Justice is Blind -- and Right the First Time

I was asked recently to look over a few grade reviews. Overall, I'm impressed both at the care taken with the process and with the gall some students seem to have.

After I agreed to be a blind reviewer, I got the packets in my office box. I get the entire portfolio, and one of the office secretaries has whited out most all instructor's comments and grades. I'm literally getting it like it's just submitted. Sometimes I get information like what the instructor gave for class participation grades -- that's not something I could know by looking at a portfolio. But if I wanted to know what the first teacher had given it, I'd have to guess. There is no way of telling. In the cases I looked at, I was also the second blind reviewer. I got no notes on what the first reviewer thought. The dude in charge basically averages our scores together to see if that average differs significantly from the instructor who gave the original grade. The process is very solid, at least based on my experiences with it. If only 3% of appeals are approved, we must be pretty in sync grading-wise.

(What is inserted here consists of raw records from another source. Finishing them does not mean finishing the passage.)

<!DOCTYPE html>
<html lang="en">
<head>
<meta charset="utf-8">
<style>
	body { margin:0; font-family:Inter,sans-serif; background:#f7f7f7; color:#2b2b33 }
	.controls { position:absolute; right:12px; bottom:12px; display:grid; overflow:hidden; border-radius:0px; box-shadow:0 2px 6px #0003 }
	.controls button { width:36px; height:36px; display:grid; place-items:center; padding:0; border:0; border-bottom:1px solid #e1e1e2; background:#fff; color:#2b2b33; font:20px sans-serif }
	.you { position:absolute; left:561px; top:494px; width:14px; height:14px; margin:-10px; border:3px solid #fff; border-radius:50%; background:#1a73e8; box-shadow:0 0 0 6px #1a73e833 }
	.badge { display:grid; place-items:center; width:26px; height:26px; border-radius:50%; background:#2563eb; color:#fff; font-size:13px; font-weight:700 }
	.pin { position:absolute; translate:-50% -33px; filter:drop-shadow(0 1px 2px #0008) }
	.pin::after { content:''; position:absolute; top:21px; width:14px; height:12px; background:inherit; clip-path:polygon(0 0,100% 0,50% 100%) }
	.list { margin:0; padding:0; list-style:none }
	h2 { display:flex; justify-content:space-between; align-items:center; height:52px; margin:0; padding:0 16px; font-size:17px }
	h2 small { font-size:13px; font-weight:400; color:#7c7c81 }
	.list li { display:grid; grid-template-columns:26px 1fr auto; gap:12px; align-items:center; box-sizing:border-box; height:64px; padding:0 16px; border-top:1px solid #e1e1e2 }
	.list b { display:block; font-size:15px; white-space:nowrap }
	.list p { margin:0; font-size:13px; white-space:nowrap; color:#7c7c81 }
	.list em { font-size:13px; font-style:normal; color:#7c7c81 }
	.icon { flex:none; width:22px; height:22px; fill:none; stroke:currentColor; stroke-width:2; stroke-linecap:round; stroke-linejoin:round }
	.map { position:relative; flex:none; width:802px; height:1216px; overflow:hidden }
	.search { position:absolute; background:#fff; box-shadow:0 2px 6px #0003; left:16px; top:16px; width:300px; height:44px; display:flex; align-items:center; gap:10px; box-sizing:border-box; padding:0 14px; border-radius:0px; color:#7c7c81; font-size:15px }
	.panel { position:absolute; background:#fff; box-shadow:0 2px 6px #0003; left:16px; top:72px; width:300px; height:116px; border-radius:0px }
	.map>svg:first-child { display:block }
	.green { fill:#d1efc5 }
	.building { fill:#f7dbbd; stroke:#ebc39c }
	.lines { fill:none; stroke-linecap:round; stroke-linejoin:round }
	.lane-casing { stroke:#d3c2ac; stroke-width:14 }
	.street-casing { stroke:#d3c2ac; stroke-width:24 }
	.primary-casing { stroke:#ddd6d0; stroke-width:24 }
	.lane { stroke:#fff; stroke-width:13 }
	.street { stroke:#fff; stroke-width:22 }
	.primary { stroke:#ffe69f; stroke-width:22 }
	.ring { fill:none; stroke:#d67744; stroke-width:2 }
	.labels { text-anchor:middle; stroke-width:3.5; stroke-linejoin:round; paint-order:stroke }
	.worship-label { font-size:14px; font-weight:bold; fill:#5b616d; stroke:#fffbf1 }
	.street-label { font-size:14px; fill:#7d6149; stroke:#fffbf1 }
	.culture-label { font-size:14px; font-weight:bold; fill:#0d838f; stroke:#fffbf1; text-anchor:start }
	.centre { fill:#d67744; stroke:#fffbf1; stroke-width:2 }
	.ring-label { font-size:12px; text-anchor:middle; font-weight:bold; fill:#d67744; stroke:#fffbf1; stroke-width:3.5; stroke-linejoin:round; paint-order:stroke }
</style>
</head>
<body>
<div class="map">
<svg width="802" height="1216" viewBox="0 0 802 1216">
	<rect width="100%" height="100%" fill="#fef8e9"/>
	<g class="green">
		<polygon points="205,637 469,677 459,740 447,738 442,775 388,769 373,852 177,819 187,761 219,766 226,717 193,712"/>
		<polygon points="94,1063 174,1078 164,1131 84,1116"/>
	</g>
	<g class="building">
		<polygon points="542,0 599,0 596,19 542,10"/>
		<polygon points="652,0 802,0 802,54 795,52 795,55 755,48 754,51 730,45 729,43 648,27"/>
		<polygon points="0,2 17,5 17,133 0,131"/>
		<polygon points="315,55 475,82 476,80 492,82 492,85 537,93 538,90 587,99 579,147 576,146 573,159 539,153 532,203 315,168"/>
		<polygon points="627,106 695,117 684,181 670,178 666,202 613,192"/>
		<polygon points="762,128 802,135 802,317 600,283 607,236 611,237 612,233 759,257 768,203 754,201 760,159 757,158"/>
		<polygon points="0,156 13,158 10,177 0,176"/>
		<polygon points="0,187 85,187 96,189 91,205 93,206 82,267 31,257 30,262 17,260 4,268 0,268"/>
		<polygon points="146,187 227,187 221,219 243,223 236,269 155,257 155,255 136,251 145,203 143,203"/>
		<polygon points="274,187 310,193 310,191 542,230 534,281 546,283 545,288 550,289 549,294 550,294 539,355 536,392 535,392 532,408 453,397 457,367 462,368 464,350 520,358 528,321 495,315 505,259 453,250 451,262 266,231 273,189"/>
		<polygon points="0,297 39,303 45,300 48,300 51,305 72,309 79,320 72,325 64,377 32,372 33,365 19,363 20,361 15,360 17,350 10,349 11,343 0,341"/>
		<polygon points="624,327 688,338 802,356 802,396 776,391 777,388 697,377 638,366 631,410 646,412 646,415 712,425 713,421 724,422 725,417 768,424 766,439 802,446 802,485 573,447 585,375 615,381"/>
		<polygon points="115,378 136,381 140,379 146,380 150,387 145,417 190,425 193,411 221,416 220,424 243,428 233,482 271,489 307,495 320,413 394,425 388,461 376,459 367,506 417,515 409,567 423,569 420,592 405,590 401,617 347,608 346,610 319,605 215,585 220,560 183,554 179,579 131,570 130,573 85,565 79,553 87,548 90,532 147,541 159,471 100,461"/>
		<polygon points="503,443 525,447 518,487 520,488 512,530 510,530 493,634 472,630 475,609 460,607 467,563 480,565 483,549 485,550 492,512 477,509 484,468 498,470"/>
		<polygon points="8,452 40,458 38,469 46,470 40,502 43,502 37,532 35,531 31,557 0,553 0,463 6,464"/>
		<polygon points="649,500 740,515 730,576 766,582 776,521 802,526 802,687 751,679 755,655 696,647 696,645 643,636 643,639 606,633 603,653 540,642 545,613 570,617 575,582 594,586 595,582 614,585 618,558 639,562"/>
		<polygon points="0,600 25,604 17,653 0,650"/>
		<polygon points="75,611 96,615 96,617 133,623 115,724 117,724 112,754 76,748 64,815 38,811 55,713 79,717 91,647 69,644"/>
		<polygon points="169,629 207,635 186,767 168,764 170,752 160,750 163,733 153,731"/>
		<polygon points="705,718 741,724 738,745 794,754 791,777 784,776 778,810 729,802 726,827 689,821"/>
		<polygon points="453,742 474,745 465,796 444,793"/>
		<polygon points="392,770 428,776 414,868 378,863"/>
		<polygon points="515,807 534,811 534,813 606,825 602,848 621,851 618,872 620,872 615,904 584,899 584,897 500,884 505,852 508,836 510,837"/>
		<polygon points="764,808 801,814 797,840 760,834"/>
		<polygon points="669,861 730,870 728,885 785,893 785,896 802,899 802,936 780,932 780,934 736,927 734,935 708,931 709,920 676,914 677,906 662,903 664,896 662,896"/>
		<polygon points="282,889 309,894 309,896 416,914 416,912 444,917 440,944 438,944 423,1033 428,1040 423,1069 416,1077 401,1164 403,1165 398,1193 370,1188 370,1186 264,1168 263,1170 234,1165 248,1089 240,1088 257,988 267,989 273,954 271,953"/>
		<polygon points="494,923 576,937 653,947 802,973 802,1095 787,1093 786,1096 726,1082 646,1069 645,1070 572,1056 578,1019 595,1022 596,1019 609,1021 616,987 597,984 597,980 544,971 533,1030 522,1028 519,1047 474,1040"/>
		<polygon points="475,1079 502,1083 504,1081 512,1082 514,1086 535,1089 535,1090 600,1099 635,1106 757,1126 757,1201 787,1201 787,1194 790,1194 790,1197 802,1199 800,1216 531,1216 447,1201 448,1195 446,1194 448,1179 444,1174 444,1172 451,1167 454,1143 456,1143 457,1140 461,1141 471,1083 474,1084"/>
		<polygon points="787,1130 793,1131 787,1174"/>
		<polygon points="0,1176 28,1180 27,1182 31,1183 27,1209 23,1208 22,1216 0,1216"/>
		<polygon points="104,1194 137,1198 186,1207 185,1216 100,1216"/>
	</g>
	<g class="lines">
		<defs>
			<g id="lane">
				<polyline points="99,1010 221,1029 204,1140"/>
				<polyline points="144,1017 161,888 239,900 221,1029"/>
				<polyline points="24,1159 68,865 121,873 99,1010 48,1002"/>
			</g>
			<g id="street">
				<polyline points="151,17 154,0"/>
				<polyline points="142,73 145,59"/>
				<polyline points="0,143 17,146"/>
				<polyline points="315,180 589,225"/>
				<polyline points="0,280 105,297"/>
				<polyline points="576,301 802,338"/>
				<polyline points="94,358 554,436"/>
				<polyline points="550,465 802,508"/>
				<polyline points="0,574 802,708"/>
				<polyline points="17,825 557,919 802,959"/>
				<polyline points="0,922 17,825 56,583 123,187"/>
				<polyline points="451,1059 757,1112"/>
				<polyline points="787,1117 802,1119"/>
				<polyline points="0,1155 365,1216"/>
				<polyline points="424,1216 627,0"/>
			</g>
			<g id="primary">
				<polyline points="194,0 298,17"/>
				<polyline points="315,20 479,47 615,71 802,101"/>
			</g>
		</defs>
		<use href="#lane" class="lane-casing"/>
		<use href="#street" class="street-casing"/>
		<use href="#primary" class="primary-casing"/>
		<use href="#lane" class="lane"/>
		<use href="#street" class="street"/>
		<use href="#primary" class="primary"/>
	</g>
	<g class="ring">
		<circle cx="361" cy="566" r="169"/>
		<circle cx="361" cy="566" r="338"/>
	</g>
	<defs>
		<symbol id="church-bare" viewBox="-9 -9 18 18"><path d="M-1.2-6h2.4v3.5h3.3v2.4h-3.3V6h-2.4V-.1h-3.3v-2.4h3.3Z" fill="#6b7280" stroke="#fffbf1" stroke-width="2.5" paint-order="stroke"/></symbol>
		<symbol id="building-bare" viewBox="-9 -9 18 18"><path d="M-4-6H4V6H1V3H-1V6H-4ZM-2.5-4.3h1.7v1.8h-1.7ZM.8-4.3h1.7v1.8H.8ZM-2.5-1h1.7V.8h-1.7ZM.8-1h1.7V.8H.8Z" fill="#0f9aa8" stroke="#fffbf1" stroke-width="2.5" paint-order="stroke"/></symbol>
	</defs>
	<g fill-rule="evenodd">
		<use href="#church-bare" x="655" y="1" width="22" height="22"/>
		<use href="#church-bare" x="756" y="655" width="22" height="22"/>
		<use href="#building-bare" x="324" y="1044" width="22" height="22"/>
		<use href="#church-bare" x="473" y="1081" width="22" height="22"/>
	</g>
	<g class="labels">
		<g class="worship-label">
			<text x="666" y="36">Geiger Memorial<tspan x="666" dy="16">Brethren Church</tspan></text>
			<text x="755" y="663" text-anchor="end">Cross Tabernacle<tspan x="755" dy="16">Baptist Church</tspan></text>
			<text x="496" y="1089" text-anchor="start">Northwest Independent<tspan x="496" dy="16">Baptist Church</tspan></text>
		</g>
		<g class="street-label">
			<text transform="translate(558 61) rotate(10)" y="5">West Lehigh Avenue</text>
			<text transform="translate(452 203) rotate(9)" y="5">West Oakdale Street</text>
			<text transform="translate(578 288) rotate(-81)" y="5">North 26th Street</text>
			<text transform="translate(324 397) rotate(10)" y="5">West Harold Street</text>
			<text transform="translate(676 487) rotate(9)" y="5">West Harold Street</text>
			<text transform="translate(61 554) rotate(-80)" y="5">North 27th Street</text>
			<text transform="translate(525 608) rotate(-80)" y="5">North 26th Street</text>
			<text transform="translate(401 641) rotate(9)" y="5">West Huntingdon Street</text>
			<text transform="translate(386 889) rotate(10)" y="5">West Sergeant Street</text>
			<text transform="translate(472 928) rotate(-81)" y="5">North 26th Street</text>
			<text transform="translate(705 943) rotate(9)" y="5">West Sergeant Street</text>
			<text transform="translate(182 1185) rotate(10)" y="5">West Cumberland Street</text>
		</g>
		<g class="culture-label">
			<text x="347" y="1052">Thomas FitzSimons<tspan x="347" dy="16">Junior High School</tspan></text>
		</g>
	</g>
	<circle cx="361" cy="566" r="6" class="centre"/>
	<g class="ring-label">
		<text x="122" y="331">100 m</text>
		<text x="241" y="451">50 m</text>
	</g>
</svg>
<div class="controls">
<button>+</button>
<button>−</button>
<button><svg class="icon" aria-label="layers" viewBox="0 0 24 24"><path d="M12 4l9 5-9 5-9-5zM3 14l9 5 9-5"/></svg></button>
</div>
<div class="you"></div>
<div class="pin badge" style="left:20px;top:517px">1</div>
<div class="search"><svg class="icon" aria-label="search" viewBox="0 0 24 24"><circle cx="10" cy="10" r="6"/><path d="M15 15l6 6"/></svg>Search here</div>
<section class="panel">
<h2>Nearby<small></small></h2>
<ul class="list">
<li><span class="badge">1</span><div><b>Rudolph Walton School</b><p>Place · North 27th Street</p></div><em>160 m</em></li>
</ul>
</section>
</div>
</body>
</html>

Or it could be because people who submit grade appeals are largely stupid.

Of the three reviews I did today, two of them were abysmal attempts at writing and the third was a pretentious attempt to get an A when the student was lucky to get that B. One student was simply ... incoherent. There really isn't another way to explain it. He wrote about Cartman and South Park as being the formative experience in his life. At least I think it was. It was hard to figure out what he was saying. His final project was a bunch of movie reviews. Our final project for that class involves creating multiple genres based on research. He wrote a bunch of very simplistic and poorly spelled movie reviews. I found myself wanting to write WTF in the margins quite often. Which I probably could've done, it's a blind review. Another student went off on a tear about Bush, and it wasn't even a particularly factual tear. S/he wrote an entire paper about the wrong interpretation of a cartoon. The final argument paper was about why we should lower the drinking age to 16 years old because it's hard for bartenders to make more than $120 a week. If that wasn't his or her intention, that was certainly the point I got out of it.

Good lord. As I said in a previous post, there were more grade appeals than normal this semester, probably because of the recession. There will probably be more in the next few weeks. But those three certainly will NOT be part of the 3% triumphing over the system.